There are certain central ideas in the book that I’ve abstractly believed in for a while. One of them being that in the grand scheme of the unknowable universe, nothing we really do on this planet matters, so you might as well do things you like doing for their own sake. Burkeman radically declares that even Steve Jobs won’t matter in the natural progression of our cosmos and that when he emphasized the importance of putting a “dent in the universe,” it really was a bit misguided.
There are natural objections one can have to this argument. One I came across on one of the reviews of the book on Goodreads is that if someone like Martin Luther King Jr. was such a nihilist, would he have been motivated enough to galvanize the civil rights movement in the U.S.? Another one that naturally came to my mind is that with how rapidly technology like artificial intelligence and robotics are developing, humans or at least our legacy could withstand the trials and tribulations of time a lot longer than we originally thought.
Both of these arguments could be somewhat answered by another one of Burkeman’s main points in the book: humans, in our current form, must embrace our finitude. Our lives are brief, and the future is never guaranteed. So, someone with ambitions as high as Martin Luther King Jr. absolutely should use the limited time they have to pursue the things that matter the most to them. To the technophile, while their aspirations for the potential of humanity could certainly be manifested, our civilization still isn’t yet as advanced as they would like, so they should use all of their more primitive resources now to build their idealized future while they still have time.

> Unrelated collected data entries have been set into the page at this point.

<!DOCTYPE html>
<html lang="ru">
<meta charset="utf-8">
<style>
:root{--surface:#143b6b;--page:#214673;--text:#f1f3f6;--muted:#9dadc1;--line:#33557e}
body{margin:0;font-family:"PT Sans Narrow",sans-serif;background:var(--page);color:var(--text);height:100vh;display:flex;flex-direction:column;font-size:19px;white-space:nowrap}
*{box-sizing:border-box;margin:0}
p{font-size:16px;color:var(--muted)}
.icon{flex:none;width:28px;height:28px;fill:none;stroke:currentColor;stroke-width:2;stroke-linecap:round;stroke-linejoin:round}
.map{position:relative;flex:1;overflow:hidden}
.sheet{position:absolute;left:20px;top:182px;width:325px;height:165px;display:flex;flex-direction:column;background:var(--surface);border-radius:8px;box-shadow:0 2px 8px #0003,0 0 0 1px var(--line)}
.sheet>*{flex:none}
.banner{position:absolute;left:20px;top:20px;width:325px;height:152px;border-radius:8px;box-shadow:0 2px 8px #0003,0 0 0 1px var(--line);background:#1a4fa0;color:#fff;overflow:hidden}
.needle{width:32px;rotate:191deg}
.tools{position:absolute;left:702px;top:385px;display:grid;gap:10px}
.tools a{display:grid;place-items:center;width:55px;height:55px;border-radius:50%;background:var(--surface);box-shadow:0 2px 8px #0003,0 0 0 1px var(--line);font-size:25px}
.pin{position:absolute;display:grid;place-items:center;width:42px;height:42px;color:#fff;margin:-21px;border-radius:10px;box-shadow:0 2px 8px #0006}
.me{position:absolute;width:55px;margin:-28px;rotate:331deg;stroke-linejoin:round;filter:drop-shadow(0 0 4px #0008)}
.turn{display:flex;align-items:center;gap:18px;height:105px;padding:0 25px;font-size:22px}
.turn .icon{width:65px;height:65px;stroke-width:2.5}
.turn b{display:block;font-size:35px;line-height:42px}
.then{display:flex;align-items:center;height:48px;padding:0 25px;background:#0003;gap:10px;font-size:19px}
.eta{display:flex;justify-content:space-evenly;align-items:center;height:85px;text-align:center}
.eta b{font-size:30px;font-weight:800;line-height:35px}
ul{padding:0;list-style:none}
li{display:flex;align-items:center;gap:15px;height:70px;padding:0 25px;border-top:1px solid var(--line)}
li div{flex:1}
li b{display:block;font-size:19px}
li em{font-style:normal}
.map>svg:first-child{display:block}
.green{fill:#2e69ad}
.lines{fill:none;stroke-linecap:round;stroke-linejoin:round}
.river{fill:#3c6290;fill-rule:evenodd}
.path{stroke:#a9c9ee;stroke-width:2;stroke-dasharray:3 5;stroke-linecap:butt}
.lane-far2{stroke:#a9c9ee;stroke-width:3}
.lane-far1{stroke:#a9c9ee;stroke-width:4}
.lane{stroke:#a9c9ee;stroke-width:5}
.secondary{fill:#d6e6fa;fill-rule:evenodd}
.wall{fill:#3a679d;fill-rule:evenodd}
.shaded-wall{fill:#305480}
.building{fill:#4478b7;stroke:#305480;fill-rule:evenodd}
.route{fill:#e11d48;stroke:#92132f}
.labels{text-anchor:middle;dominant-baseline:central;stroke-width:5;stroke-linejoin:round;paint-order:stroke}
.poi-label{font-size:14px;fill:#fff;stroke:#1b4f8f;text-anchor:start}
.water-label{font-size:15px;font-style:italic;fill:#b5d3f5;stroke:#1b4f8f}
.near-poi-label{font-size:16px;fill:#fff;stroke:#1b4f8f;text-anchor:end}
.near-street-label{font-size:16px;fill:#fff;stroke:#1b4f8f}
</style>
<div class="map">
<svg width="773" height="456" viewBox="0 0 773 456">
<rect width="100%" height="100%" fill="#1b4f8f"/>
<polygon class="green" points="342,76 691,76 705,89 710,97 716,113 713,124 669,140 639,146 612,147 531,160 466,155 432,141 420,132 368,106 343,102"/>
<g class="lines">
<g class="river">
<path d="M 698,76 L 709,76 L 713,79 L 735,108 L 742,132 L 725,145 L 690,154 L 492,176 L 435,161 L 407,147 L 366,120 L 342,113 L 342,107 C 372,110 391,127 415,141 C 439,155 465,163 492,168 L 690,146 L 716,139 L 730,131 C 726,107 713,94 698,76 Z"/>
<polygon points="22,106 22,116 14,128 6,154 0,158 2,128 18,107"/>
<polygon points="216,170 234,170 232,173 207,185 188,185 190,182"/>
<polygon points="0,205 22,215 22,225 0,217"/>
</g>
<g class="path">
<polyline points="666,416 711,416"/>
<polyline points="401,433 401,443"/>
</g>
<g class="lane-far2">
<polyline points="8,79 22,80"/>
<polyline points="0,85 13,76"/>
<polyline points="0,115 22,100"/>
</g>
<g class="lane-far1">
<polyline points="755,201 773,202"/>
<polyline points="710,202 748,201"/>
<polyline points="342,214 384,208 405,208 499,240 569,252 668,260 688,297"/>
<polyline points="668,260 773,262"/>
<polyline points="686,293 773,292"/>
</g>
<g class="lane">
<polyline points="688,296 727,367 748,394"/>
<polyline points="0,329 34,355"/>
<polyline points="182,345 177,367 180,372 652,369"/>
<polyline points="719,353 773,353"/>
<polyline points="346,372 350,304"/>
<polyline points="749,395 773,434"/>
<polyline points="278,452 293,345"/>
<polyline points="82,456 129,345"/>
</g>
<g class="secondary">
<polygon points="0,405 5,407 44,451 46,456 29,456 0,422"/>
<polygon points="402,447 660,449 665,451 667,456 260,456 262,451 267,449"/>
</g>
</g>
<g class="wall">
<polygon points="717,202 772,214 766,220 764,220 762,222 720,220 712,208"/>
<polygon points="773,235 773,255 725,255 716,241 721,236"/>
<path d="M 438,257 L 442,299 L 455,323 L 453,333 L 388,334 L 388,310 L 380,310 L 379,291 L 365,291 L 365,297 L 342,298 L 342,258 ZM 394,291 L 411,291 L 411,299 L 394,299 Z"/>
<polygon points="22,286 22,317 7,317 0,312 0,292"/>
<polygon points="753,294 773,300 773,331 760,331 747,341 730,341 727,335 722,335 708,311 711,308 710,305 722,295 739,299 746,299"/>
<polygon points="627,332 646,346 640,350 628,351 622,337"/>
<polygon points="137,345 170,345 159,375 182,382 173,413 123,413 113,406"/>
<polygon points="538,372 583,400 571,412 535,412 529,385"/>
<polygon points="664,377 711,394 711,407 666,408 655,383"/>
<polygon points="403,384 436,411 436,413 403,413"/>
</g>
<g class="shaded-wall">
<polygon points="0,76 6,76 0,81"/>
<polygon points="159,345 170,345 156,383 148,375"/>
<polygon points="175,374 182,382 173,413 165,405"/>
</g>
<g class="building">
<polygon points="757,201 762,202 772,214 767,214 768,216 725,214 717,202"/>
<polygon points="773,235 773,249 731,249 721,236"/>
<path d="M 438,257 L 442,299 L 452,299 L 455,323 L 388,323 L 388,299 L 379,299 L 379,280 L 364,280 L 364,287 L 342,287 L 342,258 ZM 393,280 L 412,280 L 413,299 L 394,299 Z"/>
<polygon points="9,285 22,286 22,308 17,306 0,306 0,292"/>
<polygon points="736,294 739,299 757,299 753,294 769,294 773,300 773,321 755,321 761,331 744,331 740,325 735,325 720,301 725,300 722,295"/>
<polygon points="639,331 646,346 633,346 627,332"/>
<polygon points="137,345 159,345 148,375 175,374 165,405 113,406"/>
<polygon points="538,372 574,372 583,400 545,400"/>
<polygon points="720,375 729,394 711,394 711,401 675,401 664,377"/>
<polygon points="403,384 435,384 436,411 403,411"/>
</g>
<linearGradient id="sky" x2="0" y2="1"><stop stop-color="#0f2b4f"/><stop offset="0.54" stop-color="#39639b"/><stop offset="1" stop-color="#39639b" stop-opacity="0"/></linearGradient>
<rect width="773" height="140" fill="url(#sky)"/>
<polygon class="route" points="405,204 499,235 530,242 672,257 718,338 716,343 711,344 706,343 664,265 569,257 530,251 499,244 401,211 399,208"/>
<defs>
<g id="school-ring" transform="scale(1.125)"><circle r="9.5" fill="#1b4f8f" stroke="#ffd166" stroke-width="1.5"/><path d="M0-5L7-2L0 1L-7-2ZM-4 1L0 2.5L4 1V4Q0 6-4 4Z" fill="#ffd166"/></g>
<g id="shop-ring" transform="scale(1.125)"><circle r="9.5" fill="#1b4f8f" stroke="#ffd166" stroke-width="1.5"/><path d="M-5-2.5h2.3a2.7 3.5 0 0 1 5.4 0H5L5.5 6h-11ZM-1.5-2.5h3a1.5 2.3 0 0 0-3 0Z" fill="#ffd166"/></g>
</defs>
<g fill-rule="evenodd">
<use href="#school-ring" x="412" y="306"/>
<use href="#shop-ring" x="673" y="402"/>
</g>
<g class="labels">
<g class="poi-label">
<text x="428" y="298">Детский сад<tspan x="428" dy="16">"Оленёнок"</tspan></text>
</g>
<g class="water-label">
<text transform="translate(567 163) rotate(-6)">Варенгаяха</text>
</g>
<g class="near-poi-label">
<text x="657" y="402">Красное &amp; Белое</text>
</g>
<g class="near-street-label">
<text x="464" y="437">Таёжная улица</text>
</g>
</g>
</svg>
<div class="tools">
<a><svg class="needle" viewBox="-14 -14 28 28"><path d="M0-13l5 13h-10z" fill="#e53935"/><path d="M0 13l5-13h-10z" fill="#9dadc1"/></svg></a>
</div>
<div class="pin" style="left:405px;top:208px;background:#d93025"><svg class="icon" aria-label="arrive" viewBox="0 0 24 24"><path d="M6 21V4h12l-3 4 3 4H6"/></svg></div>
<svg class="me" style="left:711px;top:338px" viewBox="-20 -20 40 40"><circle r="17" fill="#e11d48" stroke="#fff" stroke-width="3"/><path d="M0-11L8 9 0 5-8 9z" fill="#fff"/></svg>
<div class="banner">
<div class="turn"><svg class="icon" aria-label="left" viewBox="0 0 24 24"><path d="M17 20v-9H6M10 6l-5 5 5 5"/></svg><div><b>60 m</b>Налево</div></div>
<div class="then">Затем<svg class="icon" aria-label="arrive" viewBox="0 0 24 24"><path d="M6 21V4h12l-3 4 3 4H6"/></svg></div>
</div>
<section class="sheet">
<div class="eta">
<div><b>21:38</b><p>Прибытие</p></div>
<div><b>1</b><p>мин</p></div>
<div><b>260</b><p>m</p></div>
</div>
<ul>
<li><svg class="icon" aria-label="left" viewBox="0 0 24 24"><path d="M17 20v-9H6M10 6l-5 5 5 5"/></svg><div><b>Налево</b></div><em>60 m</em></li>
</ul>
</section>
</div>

What, you might ask, are people doing instead of pursuing what means the most to them? Burkeman explains that we have a tendency to not realize how finite we are and believe that we can ultimately accomplish everything on our infinitely long to-do list. Therefore, we tend to waste time on more menial tasks like trying to answer every email that comes through our inbox in hopes of one day feeling the existential peacefulness of getting to inbox zero permanently.
Burkeman elaborates on how ridiculous this idea is by pointing out something everyone has experienced, which is that once you complete a task, another one always pops up, often because of how productive you were in finishing the previous one. This is an idea that really resonated with me. I’ve always had a turbulent relationship with work, in large part due to my illusion that once I do a certain, basically insurmountable amount of work, I will achieve a sense of unimaginable peace. I will have done “enough,” whatever that means.

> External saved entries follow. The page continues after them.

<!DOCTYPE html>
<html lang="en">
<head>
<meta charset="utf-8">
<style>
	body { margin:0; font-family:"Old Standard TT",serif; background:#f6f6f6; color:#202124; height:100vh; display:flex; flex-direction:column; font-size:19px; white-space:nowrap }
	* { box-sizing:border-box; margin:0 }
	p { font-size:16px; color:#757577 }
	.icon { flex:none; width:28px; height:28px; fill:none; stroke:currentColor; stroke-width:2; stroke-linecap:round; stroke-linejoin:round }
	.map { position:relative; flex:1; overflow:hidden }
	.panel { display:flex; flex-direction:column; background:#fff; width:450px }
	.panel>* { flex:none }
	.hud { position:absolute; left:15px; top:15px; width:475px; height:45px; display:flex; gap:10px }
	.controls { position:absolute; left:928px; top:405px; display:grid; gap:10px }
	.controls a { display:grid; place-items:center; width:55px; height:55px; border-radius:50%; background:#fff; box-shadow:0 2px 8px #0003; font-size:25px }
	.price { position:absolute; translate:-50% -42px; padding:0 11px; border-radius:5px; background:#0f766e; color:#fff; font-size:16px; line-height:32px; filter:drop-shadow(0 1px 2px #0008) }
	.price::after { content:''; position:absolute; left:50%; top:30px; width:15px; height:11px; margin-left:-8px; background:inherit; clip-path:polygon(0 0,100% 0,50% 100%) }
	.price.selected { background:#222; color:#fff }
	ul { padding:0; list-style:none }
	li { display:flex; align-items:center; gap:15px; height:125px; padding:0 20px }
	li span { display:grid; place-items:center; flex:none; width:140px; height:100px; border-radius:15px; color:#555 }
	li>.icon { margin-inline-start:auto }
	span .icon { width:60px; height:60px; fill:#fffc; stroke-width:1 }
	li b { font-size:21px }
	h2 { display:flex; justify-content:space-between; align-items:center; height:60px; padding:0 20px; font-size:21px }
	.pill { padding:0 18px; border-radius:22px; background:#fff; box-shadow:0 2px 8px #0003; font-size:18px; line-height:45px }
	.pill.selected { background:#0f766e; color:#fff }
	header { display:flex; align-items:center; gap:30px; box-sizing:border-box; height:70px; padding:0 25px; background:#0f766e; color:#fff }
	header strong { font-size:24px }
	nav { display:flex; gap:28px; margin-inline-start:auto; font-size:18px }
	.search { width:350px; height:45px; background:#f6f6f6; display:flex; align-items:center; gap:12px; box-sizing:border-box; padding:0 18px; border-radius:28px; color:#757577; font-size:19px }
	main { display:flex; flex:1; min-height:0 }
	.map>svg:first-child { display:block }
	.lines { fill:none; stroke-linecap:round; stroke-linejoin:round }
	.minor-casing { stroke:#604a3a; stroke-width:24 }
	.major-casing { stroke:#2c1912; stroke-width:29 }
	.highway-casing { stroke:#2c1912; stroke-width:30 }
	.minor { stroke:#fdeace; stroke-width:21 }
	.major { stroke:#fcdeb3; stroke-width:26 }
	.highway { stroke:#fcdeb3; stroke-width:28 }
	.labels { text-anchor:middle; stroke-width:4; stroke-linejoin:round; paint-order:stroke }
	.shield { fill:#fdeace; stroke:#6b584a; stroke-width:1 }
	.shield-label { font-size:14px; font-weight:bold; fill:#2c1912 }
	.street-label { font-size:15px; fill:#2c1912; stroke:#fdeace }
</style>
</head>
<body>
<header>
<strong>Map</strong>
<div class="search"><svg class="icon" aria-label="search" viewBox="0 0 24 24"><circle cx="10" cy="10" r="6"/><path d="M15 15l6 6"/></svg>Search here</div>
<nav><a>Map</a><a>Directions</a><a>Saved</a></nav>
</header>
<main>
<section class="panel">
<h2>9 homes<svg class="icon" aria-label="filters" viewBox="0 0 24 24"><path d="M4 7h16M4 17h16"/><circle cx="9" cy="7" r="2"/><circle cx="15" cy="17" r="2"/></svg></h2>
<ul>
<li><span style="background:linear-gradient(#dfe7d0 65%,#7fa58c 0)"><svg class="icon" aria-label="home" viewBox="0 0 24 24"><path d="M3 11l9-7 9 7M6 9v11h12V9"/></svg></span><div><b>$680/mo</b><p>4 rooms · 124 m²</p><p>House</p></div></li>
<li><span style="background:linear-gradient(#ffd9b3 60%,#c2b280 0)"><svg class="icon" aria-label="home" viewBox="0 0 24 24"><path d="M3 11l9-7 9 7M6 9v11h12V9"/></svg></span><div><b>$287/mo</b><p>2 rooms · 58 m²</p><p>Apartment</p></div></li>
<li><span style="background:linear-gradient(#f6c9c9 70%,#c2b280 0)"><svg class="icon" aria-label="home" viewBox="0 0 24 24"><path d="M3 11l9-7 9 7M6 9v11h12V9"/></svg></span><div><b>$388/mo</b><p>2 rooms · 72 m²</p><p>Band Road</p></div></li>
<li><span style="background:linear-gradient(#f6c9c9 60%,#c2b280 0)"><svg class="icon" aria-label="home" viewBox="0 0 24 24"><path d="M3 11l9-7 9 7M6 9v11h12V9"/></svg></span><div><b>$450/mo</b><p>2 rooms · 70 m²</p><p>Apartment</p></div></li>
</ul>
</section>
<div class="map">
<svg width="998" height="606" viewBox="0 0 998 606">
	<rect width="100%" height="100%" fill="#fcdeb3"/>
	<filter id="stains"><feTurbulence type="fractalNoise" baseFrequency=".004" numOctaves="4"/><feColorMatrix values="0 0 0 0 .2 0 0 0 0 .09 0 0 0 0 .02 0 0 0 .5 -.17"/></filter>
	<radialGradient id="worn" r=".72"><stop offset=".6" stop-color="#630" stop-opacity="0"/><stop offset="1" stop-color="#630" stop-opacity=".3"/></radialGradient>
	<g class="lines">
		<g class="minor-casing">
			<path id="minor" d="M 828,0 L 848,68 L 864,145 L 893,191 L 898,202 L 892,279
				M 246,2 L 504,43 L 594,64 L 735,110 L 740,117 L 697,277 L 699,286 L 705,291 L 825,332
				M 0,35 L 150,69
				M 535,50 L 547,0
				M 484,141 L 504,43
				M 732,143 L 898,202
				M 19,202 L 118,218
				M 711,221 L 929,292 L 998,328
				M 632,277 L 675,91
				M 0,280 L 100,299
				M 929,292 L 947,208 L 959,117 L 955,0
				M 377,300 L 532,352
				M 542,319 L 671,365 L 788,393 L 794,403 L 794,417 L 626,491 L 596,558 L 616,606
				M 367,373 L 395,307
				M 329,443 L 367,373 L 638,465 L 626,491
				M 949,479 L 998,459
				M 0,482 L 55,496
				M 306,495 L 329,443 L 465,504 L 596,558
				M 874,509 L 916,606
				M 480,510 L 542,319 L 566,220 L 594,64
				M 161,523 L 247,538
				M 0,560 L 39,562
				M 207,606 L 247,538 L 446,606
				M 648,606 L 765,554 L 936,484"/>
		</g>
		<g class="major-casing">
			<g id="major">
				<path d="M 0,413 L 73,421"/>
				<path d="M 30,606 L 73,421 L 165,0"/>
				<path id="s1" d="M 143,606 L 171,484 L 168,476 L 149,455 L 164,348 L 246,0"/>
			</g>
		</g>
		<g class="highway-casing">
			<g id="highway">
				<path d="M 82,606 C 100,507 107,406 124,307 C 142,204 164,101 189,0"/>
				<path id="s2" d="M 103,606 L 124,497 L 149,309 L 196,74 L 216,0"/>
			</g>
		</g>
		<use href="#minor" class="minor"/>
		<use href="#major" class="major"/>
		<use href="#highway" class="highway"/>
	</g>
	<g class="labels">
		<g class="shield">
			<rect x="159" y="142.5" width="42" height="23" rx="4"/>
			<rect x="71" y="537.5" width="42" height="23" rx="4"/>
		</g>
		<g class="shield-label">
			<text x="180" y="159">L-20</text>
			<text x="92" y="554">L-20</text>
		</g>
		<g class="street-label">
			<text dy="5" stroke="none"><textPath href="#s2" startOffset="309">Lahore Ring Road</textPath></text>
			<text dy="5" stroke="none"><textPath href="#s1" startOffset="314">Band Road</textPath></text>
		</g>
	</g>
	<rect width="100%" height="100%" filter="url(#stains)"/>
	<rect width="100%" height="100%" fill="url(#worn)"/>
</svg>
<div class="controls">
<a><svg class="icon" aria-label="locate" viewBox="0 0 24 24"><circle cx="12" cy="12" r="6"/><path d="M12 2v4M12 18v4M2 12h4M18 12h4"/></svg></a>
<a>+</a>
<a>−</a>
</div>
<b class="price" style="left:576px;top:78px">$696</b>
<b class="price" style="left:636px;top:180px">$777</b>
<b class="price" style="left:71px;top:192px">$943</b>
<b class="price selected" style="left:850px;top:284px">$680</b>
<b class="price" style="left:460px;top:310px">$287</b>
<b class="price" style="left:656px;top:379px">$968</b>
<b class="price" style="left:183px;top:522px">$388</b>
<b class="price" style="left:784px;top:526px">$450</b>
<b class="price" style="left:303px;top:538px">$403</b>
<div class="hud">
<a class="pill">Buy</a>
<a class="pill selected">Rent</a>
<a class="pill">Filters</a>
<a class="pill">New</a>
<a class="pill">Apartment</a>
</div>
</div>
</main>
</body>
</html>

This has never worked out for me. It has only resulted in sporadic periods of me working very hard and finishing whatever I wanted to finish and then becoming legitimately upset when another onslaught of deliverables come my way, shattering my expectation that I have done my due and deserve to relax for the rest of eternity. I then become so stressed out by the standard of the amount of work I did last time that I just do the bare minimum this time, if that. And, the cycle repeats over… and over.
But, after encountering Burkeman’s revelation of our limited capacities, I now don’t spend each day trying to finish various long and arduous assignments. I just do a bit each day, which is precisely what the author suggests, knowing that after I eventually complete one item, another will always pop up and that this is kind of what life is all about. Just as it’s difficult to know the true meaning of joy without having experienced sorrow, living an eternal life in which problems aren’t actually problems since you’ll live forever is actually quite meaningless. The problems we face in our finite lives are actually what makes life worthwhile.
If all this talk about never ending problems and how we’re basically just specks of dust in the universe sounds a bit too doom and gloom, I’ll finish with another central idea in Burkeman’s book that might make you feel more like a god and less like a mortal. The fact that there exists a planet like earth that is abundant with resources where life is possible, that our environment haphazardly ensured humanity’s flourishing through natural selection, that your ancestors successfully maneuvered through the complexities and disasters of human civilization over hundreds of thousands of years, and that one in a group of thousands of eggs was fertilized by one in a group of trillions of sperm makes you a miracle, an event so incredibly unlikely, almost impossible. It’s an idea as cliche as something that could be written on a motivational poster in an elementary school teacher’s classroom but one that always gives me pause and makes me grateful that I am able to experience any aspect of life at all.